**BRIEF:**
Leaving out the pictures, retype the lines from the beginning of the listing through the line containing "ctx.font = font".

**PROVIDED DATA:**
BEGIN

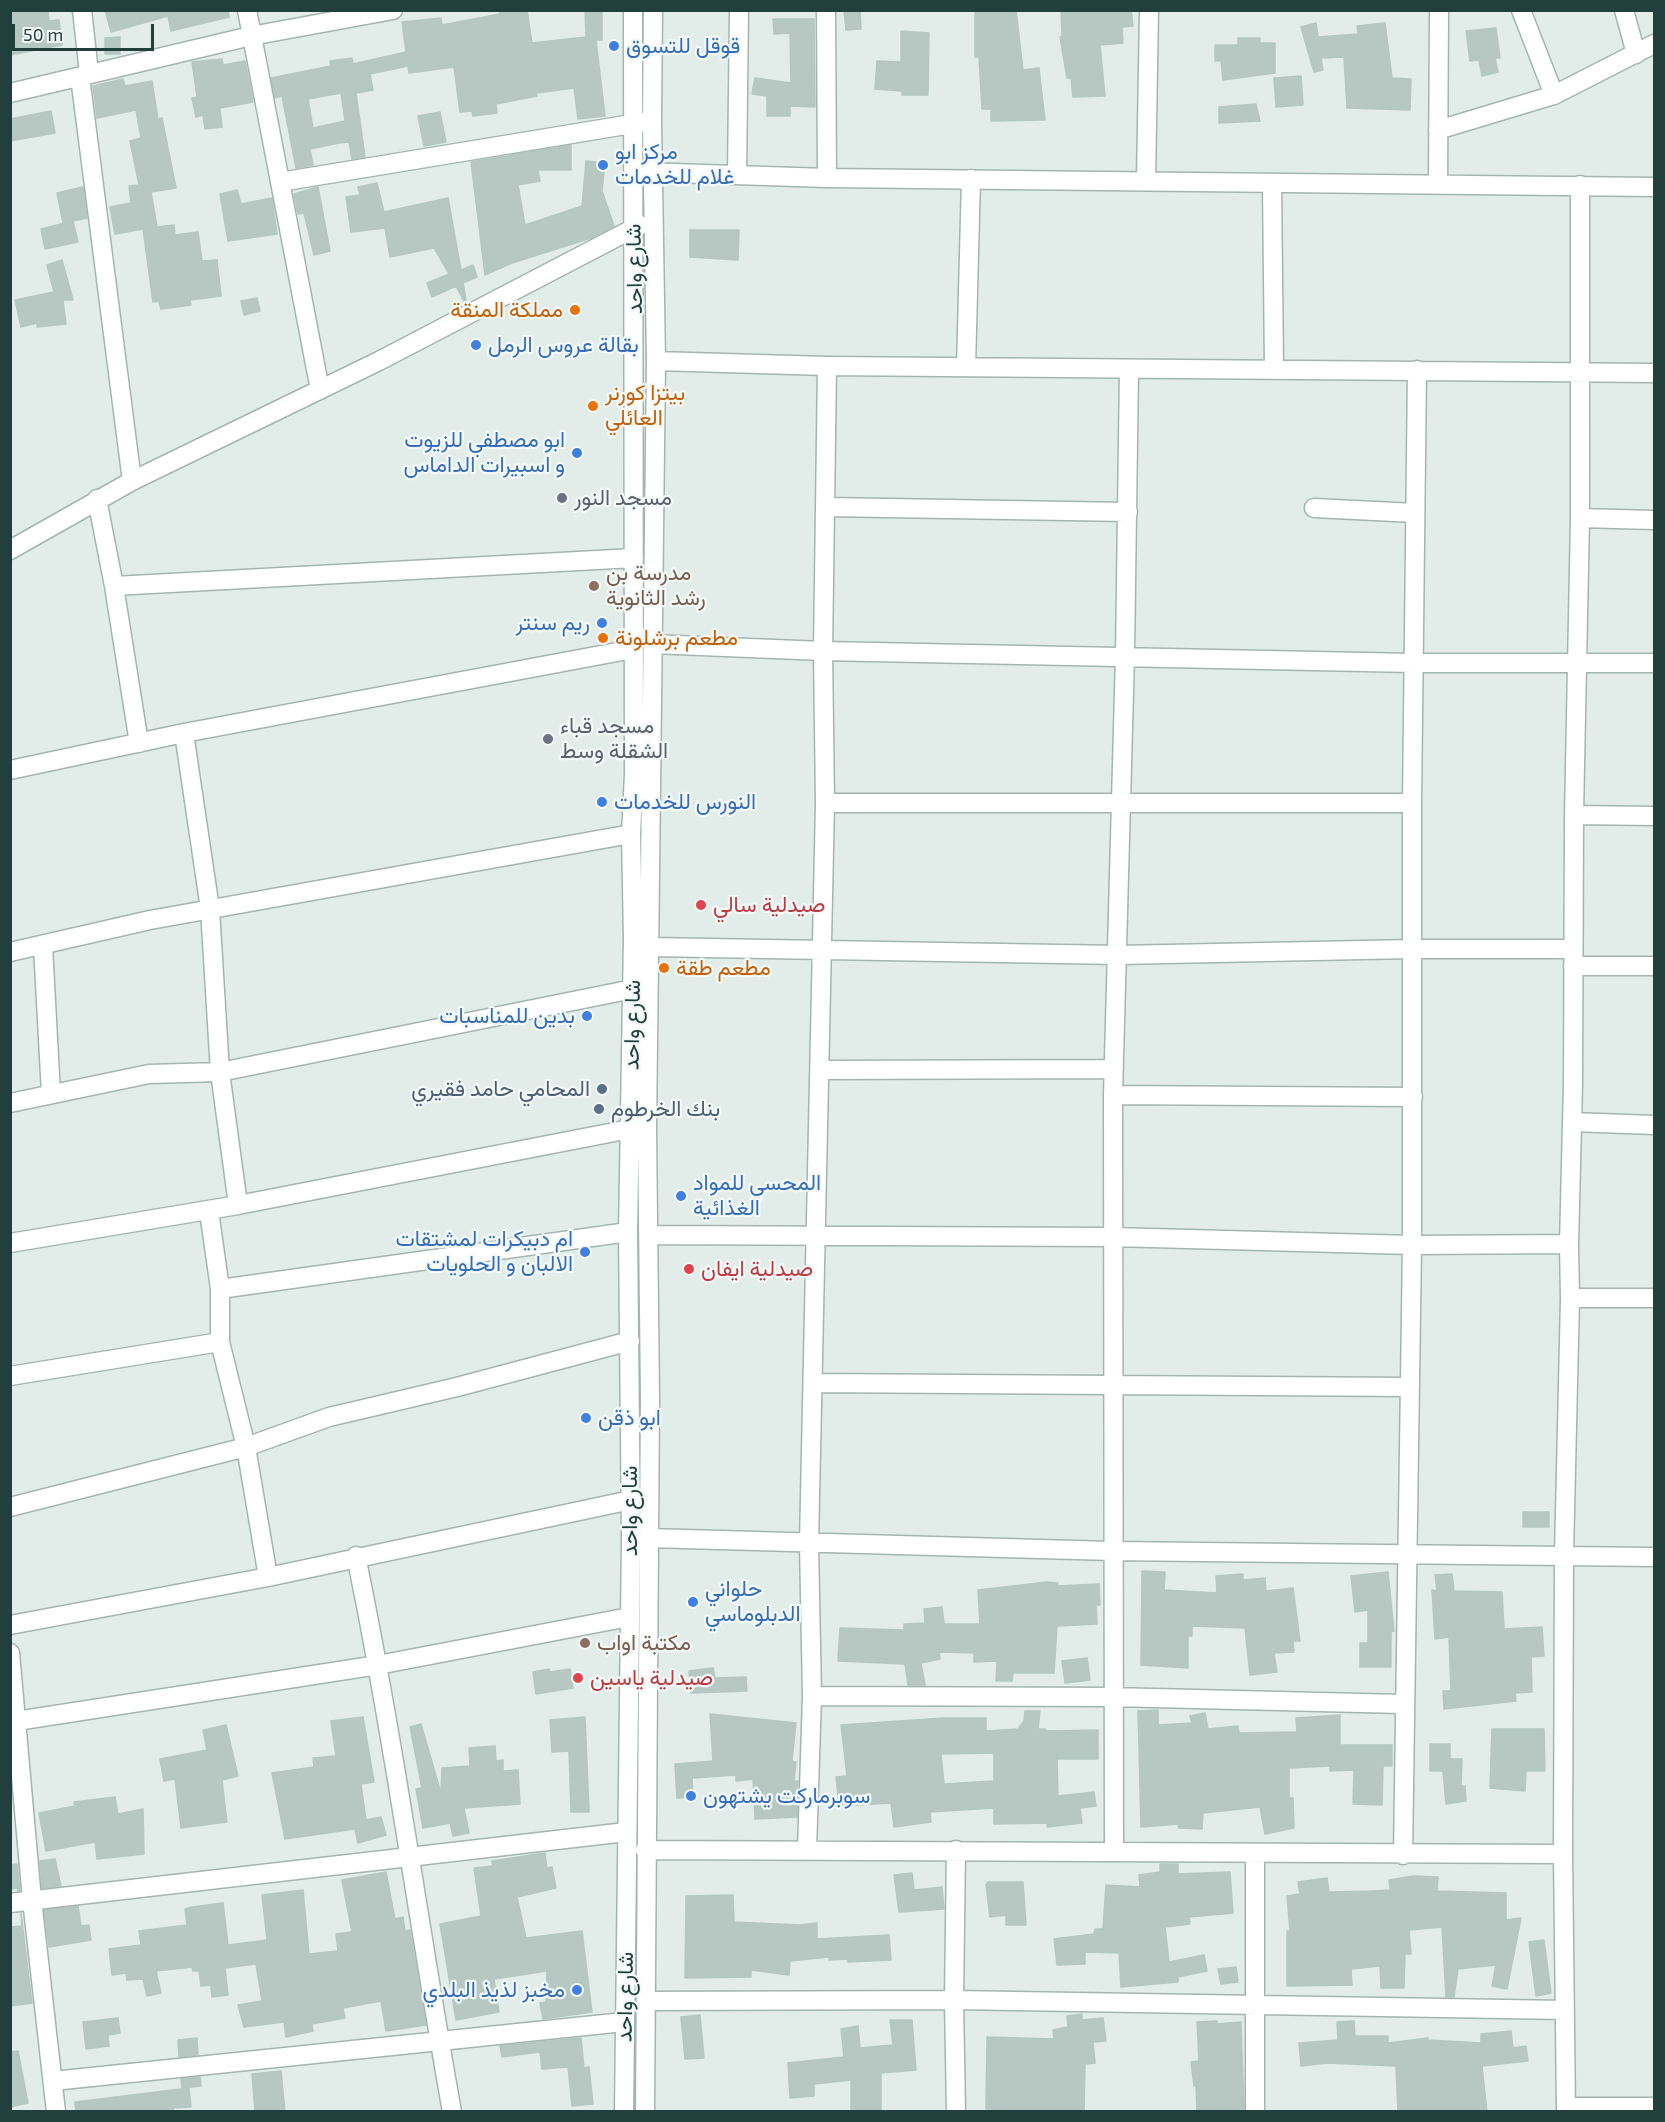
<!DOCTYPE html>
<meta charset="utf-8">
<style>
body{margin:0}
#map{position:relative;width:1665px;height:2122px;overflow:hidden;background:#e2ede9;font-family:"Exo 2",sans-serif}
canvas{display:block}
.frame{position:absolute;inset:0;border:12px solid #213f3b;pointer-events:none}
.scale{position:absolute;left:12px;top:24px;width:142px;height:27px;box-sizing:border-box;border:3px solid #213f3b;border-top:0;padding-left:8px;font-size:18px;line-height:21px;white-space:nowrap;color:#213f3b;-webkit-text-stroke:4px #f3f9f7;paint-order:stroke}
</style>
<div id="map">
<canvas width="1665" height="2122"></canvas>
<div class="frame"></div>
<div class="scale">50 m</div>
</div>
<script>
const ctx = document.querySelector('canvas').getContext('2d');
ctx.lineJoin = 'round';
function fillPath(path, color) { ctx.fillStyle = color; ctx.fill(path, 'evenodd'); }
function strokePath(path, color, width, dash) { ctx.strokeStyle = color; ctx.lineWidth = width; ctx.lineCap = dash ? 'butt' : 'round'; ctx.setLineDash(dash || []); ctx.stroke(path); }
function drawText(font, color, halo, rows, align = 'center') {
  ctx.font = font + ' "Exo 2",Vazirmatn,sans-serif'; ctx.lineWidth = 4.5; ctx.setLineDash([]); ctx.textBaseline = 'middle'; ctx.strokeStyle = halo; ctx.fillStyle = color; for (const [text, x, y, turn = 0] of rows) {
    ctx.save(); ctx.translate(x, y); ctx.rotate((+turn || 0) * Math.PI / 180); ctx.textAlign = isNaN(turn) ? turn : align; if (halo) ctx.strokeText(text, 0, 0); ctx.fillText(text, 0, 0); ctx.restore();
  }
}
const building = new Path2D(`
 M10,10h38l1,11 10,-1 3,25 -52,10z
 M105,10h123l1,7 -58,14 -3,-15 -57,16z
 M500,10h27l5,33 54,-6 -1,-27h17v30h-6l9,76 -27,3 -4,-31 -38,5 1,3 -41,8 1,9 -24,3 -1,-5 -12,1 -6,-45 -45,6 -1,-7 -38,8 3,16 -17,3 9,64 -13,2 -3,-17 -10,1 -29,6 3,16 -17,3 -14,-72 -7,2 -4,-20 60,-12 -1,-5 22,-3 1,6 53,-12 -4,-30 39,-4 1,7 58,-11zM341,93l4,28 -32,7 -5,-29z
 M844,10h16l1,19 -15,1z
 M975,10h41l7,60 16,-2 6,52 -54,1v-12h-9l-3,-52h-4z
 M1061,10h70l2,16 -11,1 1,16 -23,2 5,51 -32,1 -2,-19h-4l-7,-41h2z
 M773,19h41l1,88 -25,-1v10h-23v-20l-15,-2 3,-16 36,5 -1,-50 -16,1z
 M1316,23l2,14 40,-3 -1,-8 28,-3 7,55 19,1 -1,31 -63,-2 -3,-51 -23,1 2,12 -9,2 -13,-45z
 M1496,28l4,30h-5l3,14 -16,4 -3,-16 -9,1 -4,-30z
 M901,31l28,2 -1,62h-26v-4l-27,-2 2,-28 24,1z
 M120,37v17h-15v-16z
 M1238,38h22v5h15v30l-52,7 -2,-19h-6v-16h23z
 M222,59l1,6 22,-4 8,41 -33,6 2,19 -17,2 -2,-14 -7,2 -4,-19 5,-1 -5,-35z
 M1301,76l2,29 -27,2 -2,-29z
 M123,79l2,7 27,-5 6,38 4,-1 14,70 -25,4 6,35 17,-2 1,10 23,-3 4,29 15,-1 4,36 -31,4 1,5 -30,4 -2,-8 -6,1 -10,-73 -28,5 -5,-27 21,-4 -2,-17 10,-1 -9,-44 11,-3 -5,-28 -39,8 -4,-32z
 M1256,104l4,17 -41,2v-16z
 M51,111l4,22 -45,8v-22z
 M440,112l6,30 -22,4 -6,-30z
 M571,145v25h-33l2,11 -22,4 7,40 57,-19 4,-45 19,2 -3,28 12,35 -23,12 -79,25 -27,12 -14,-113z
 M377,183l7,29 64,-14 13,72 12,-5 4,12 -14,6 3,17 -2,1 -8,-15 -24,11 -5,-14 22,-9 -15,-26 -44,9 -5,-29 -34,4 -5,-35 14,-2 -2,-8z
 M83,187l4,31 -14,3 5,21 -33,7 -4,-20 28,-7 -6,1 -6,-30z
 M318,187l12,64 -16,4 -10,-42 -6,1 -4,-20z
 M237,190l4,14 31,-6 5,36 -49,7 -8,-47z
 M690,230h49l-1,30 -48,-3z
 M62,260l11,40h-10l3,24 -29,3v-4l-16,4 -6,-27 39,-8 -7,-27z
 M257,298l3,13 -16,4 -3,-14z
 M1523,1512h26v15h-26z
 M1142,1571l23,1 -1,18 53,3 -1,-17 27,-2v6l22,-2 1,13 27,-3 7,53h-7l1,11 -20,1 3,19 -27,3 -5,-47 -53,-2v10h-4v32l-47,-3z
 M1388,1572l6,59 -3,1v35h-31v-24h8v-33l-13,2 -4,-36z
 M1452,1574l2,17 48,1 2,37 38,-2 2,29 -13,1 1,35 -17,1 1,8 -72,8 -1,-18h8l-2,-54 -14,2 -3,-49 5,1 -2,-16z
 M1047,1582l11,1 -1,3 42,-2 1,21h-4l1,19 -40,2 -3,47h-41l-1,8h-16l1,-20 -23,1v-9l-35,-1 1,7 -19,4 4,22h-17l-3,-21 -67,-3 2,-33 64,2v-6l21,-1 -1,-14 18,-2 2,17h36l-2,-34z
 M1087,1658l3,22 -25,3 -3,-22z
 M713,1668l2,10 31,-1 1,14 -56,2 -2,-22z
 M549,1669l1,3 20,-3 3,19 -37,6 -3,-22z
 M1158,1710v15l34,-2 -2,-7 15,-3 3,16 30,-3 1,7 58,-1 -1,-14 44,-3v30h52v21h-9l-1,39 -29,-1 1,-34 -24,1v-5l-41,2v30h4l1,30 -29,6 -5,-27 -57,6 -1,16 -23,-1 -1,-4 -37,3 -3,-116z
 M1025,1711h15l-2,18h7l1,2 52,-1v29h-41l1,37 36,-4 2,14 -16,2 2,15 -35,4v-4l-53,1v-16l-64,4 1,10 -37,5 -3,-24 -52,3 -3,-29 11,-1 -6,-51 103,-7h42v13l32,-2 6,-8zM994,1753v28l-50,3 -3,-30z
 M710,1714l86,9 -4,38 4,1 -2,19h4l-1,36 -42,2 -2,-40 -17,2v-6l-44,3 1,19 -16,1 -2,-34 38,-3z
 M363,1717l11,65 -13,2 5,36 15,-3 5,18 -28,8 -3,-14 -70,10 -13,-66 42,-6 -1,-9 23,-2 -5,-35z
 M585,1717l4,95h-18l-2,-61 -17,1 -2,-32z
 M421,1724l20,69 1,-25 28,-2 -1,-18 26,-2 1,15 7,-1v11l15,-1 2,34 -56,4 5,25 -16,3 -3,-13 -27,5 -7,-39 6,-1 -12,-61z
 M226,1725l12,51 -16,4 5,42 -46,6 -6,-49 -11,2 -4,-22 47,-9 -4,-20z
 M1492,1729h52l1,42h-19l-1,20 -35,-3z
 M1430,1744h20v15h12l-1,27h4l1,15 -20,3 -3,-33h-13z
 M115,1797l3,17 25,-5 1,45 -47,5 -2,-17 -49,9 -7,-38 36,-7 -1,-4z
 M545,1853l2,15 5,-1 4,21 -39,9 9,41 56,-7 10,81 -49,7 -3,-16 6,-1 1,-31 -53,8 5,33 -43,8 -16,-96 41,-8 -7,-48 19,-2 -1,-5z
 M55,1859l6,27 -19,2 -2,-27z
 M17,1864l3,27h-2v-3l-8,1v-24z
 M1160,1864h18v10l52,-2 3,41 -44,4 1,7 -25,3 4,35 35,-7 3,16 -29,6v5l-57,5 -2,-34 -34,-1v12l-28,1 -3,-26 40,-5 1,-5h8l3,-44 34,2 -1,-12 21,-3z
 M386,1872l9,47 8,-2 2,14 5,-1 16,95 -40,6 -5,-30 -38,7 2,10 -33,6 1,7 -27,6 -2,-15 -40,5 -6,-22 24,-4 -6,-37 -31,4 3,27 -16,2 -1,-12 -10,1 -2,-15h-6l-1,-4 -36,4 5,22 -14,3 -4,-17 -16,1 -1,-7 -14,2 -3,-26 32,-4 -2,-14 48,-6 -2,-16 7,-2 31,-4 5,42 39,-5 -5,-45 41,-5 6,64 29,-3 -2,-17 16,-2 -10,-52z
 M912,1873l2,17 28,-3 2,22 -45,3 -5,-37z
 M1414,1876l24,1 -1,14 69,2v27l15,-2 -14,71 -15,-3 4,-21 -38,4 -4,28h-8l-4,-70 -33,3 2,24h-6l-1,34h-23l-1,-22 -29,3 1,16 -65,1v-55h3l-3,-35 13,-2 -2,-12 29,-4 2,14 43,-1 18,-1 -1,-10z
 M988,1882h35l3,43h-20v-10l-16,2 -4,-32z
 M733,1895l1,27 66,3 17,-2v16l72,-4 2,25 -43,2v-3l-19,1v-3l-39,4 -1,14 -38,-5v7l-66,1 1,-82z
 M78,1906l3,20 8,-1 2,15 -42,7 -5,-37z
 M21,1913l11,90 -22,3v-79l12,-1z
 M1544,1940l7,53 -15,3 -7,-54z
 M1236,1967l2,15 -17,2 -3,-15z
 M1082,2014v6l21,-2 3,23 -13,1 2,21 -10,1 -1,48 -98,-3 1,-72 67,2 -1,-9 15,-3 -1,-11z
 M700,2015l4,43 -19,1 -4,-42z
 M118,2018l2,15 -12,2 1,11 -23,3 -3,-27z
 M890,2020h22l4,50 -35,3v38h-30v-31l-37,4v12l-24,2 -2,-35 56,-6 -3,-28 17,-3 2,22 33,-3z
 M1217,2021v3l24,-2 3,90h-47l-1,-27 -2,1 -3,-24 8,-1 -2,-39z
 M1354,2021l1,15h33v7l40,-5v2l53,3v-9l30,-3 2,17 13,-2 2,15 -46,5 5,46h-89l-2,-46 -69,-3 -26,3 -2,-23 39,-3 -1,-18z
 M197,2038l1,17 -19,2 -1,-17z
 M581,2038l3,30 5,-1 4,37 -21,2 -4,-39 -26,2 -2,-17 -38,5 -2,-11z
 M18,2051l10,52 -18,4v-55z
 M281,2071l4,41h-30l-3,-38z
 M200,2077l1,9 -19,2 -1,-9z
 M189,2088l2,19 -18,1 1,4h-98l-1,-10z`);
const minor = new Path2D(`
 M82,10l7,63
 M247,10l73,380
 M826,10l1,168
 M1521,10l33,85
 M1624,10l12,44
 M80,77l52,404
 M10,93l241,-57 142,-26
 M1438,130l116,-35 100,-51
 M642,172l185,6 827,9
 M737,175l2,-165
 M1146,181l3,-171
 M280,182l364,-60
 M1272,183l2,186
 M1438,184l1,-174
 M656,361l171,5 827,7
 M966,367l5,-188
 M97,499l17,87 25,157
 M827,507l301,5
 M1314,508l101,5
 M1580,518l74,2
 M10,550l122,-69 247,-120 261,-136
 M114,586l520,-28
 M652,644l171,7 590,12h241
 M184,733l26,176 10,163 18,133
 M10,770l174,-37 449,-84
 M825,803h587
 M1574,815l80,1
 M43,946l8,148
 M650,947l468,8 294,-6h161
 M10,952l140,-32 481,-86
 M1573,966h81
 M820,1070l294,-1
 M1113,1095l300,2
 M10,1103l139,-29 71,-2 413,-83
 M1572,1122l82,3
 M209,1211l11,78v53l26,105 22,130
 M648,1235l465,2 299,8 157,-1
 M10,1243l228,-38 392,-76
 M220,1289l408,-57
 M1570,1298h84
 M10,1376l210,-34
 M814,1383l594,4
 M10,1507l236,-60 83,-30 128,-30 173,-46
 M649,1538l462,13 543,6
 M356,1556c38,184 63,371 96,556
 M10,1625l258,-48 363,-77
 M10,1653l22,247 24,212
 M812,1696l300,1 291,7
 M10,1722l368,-57 251,-48
 M645,1850l918,4
 M807,1850l5,-154 -3,-152 16,-741 -2,-152 4,-285
 M1114,1852l-1,-757 12,-440 4,-286
 M1403,1855l9,-610v-442l5,-433
 M10,1903l616,-71
 M647,2001l307,-1 611,10
 M53,2081l571,-59
 M1566,2107h88
 M624,2112l7,-575 -3,-305 5,-294 -2,-104 3,-60 -1,-764
 M645,2112l5,-713 -3,-270 9,-768 -4,-239 1,-112
 M956,2112l-2,-112 2,-150
 M1255,2112v-259
 M1566,2112l-3,-258 1,-299 6,-257 -1,-54 4,-160 1,-269 6,-297v-333`);
const markers = [
 [614,46,6,"#3f7fe0"],
 [603,165,6,"#3f7fe0"],
 [575,310,6,"#e8710a"],
 [476,345,6,"#3f7fe0"],
 [593,406,6,"#e8710a"],
 [577,453,6,"#3f7fe0"],
 [562,498,6,"#6b7280"],
 [594,586,6,"#8d6e63"],
 [602,623,6,"#3f7fe0"],
 [603,638,6,"#e8710a"],
 [548,739,6,"#6b7280"],
 [602,802,6,"#3f7fe0"],
 [701,905,6,"#e0444e"],
 [664,968,6,"#e8710a"],
 [587,1016,6,"#3f7fe0"],
 [602,1089,6,"#5c6f8a"],
 [599,1109,6,"#5c6f8a"],
 [681,1196,6,"#3f7fe0"],
 [585,1252,6,"#3f7fe0"],
 [689,1269,6,"#e0444e"],
 [586,1418,6,"#3f7fe0"],
 [693,1602,6,"#3f7fe0"],
 [585,1643,6,"#8d6e63"],
 [578,1678,6,"#e0444e"],
 [691,1796,6,"#3f7fe0"],
 [577,1990,6,"#3f7fe0"]
];
const shopNames = [
 ["قوقل للتسوق",626,46],
 ["مركز ابو",615,152],
 ["غلام للخدمات",615,177],
 ["بقالة عروس الرمل",488,345],
 ["ابو مصطفي للزيوت",565,440,"right"],
 ["و اسبيرات الداماس",565,465,"right"],
 ["ريم سنتر",590,623,"right"],
 ["النورس للخدمات",614,802],
 ["بدين للمناسبات",575,1016,"right"],
 ["المحسي للمواد",693,1183],
 ["الغذائية",693,1208],
 ["ام دبيكرات لمشتقات",573,1239,"right"],
 ["الالبان و الحلويات",573,1264,"right"],
 ["ابو ذقن",598,1418],
 ["حلواني",705,1589],
 ["الدبلوماسي",705,1614],
 ["سوبرماركت يشتهون",703,1796],
 ["مخبز لذيذ البلدي",565,1990,"right"]
];
const streetNames = [
 ["شارع واحد",634,269,-91],
 ["شارع واحد",632,1025,-89],
 ["شارع واحد",630,1511,-90],
 ["شارع واحد",625,1997,-89]
];
const foodNames = [
 ["مملكة المنقة",563,310,"right"],
 ["بيتزا كورنر",605,393],
 ["العائلي",605,418],
 ["مطعم برشلونة",615,638],
 ["مطعم طقة",676,968]
];
const worshipNames = [
 ["مسجد النور",574,498],
 ["مسجد قباء",560,726],
 ["الشقلة وسط",560,751]
];
const educationNames = [
 ["مدرسة بن",606,573],
 ["رشد الثانوية",606,598],
 ["مكتبة اواب",597,1643]
];
const healthNames = [
 ["صيدلية سالي",713,905],
 ["صيدلية ايفان",701,1269],
 ["صيدلية ياسين",590,1678]
];
const serviceNames = [
 ["المحامي حامد فقيري",590,1089],
 ["بنك الخرطوم",611,1109,"left"]
];
fillPath(building, '#b7c8c3');
strokePath(building, '#b4c7c2', 1.5);
strokePath(minor, '#a4b5b1', 21);
strokePath(minor, '#fff', 18);
for (const [x, y, r, color] of markers) { const dot = new Path2D(); dot.arc(x, y, r, 0, 2 * Math.PI); ctx.fillStyle = color; ctx.fill(dot); strokePath(dot, '#f3f9f7', 2); }
drawText('22px', '#366cbe', '#f3f9f7', shopNames, 'left');
drawText('22px', '#213f3b', '#f3f9f7', streetNames);
drawText('22px', '#c56008', '#f3f9f7', foodNames, 'left');
drawText('22px', '#5b616d', '#f3f9f7', worshipNames, 'left');
drawText('22px', '#785e54', '#f3f9f7', educationNames, 'left');
drawText('22px', '#be3a42', '#f3f9f7', healthNames, 'left');
drawText('22px', '#4e5e75', '#f3f9f7', serviceNames, 'right');
</script>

END

**EXERCISE SOLUTION:**
<!DOCTYPE html>
<meta charset="utf-8">
<style>
body{margin:0}
#map{position:relative;width:1665px;height:2122px;overflow:hidden;background:#e2ede9;font-family:"Exo 2",sans-serif}
canvas{display:block}
.frame{position:absolute;inset:0;border:12px solid #213f3b;pointer-events:none}
.scale{position:absolute;left:12px;top:24px;width:142px;height:27px;box-sizing:border-box;border:3px solid #213f3b;border-top:0;padding-left:8px;font-size:18px;line-height:21px;white-space:nowrap;color:#213f3b;-webkit-text-stroke:4px #f3f9f7;paint-order:stroke}
</style>
<div id="map">
<canvas width="1665" height="2122"></canvas>
<div class="frame"></div>
<div class="scale">50 m</div>
</div>
<script>
const ctx = document.querySelector('canvas').getContext('2d');
ctx.lineJoin = 'round';
function fillPath(path, color) { ctx.fillStyle = color; ctx.fill(path, 'evenodd'); }
function strokePath(path, color, width, dash) { ctx.strokeStyle = color; ctx.lineWidth = width; ctx.lineCap = dash ? 'butt' : 'round'; ctx.setLineDash(dash || []); ctx.stroke(path); }
function drawText(font, color, halo, rows, align = 'center') {
  ctx.font = font + ' "Exo 2",Vazirmatn,sans-serif'; ctx.lineWidth = 4.5; ctx.setLineDash([]); ctx.textBaseline = 'middle'; ctx.strokeStyle = halo; ctx.fillStyle = color; for (const [text, x, y, turn = 0] of rows) {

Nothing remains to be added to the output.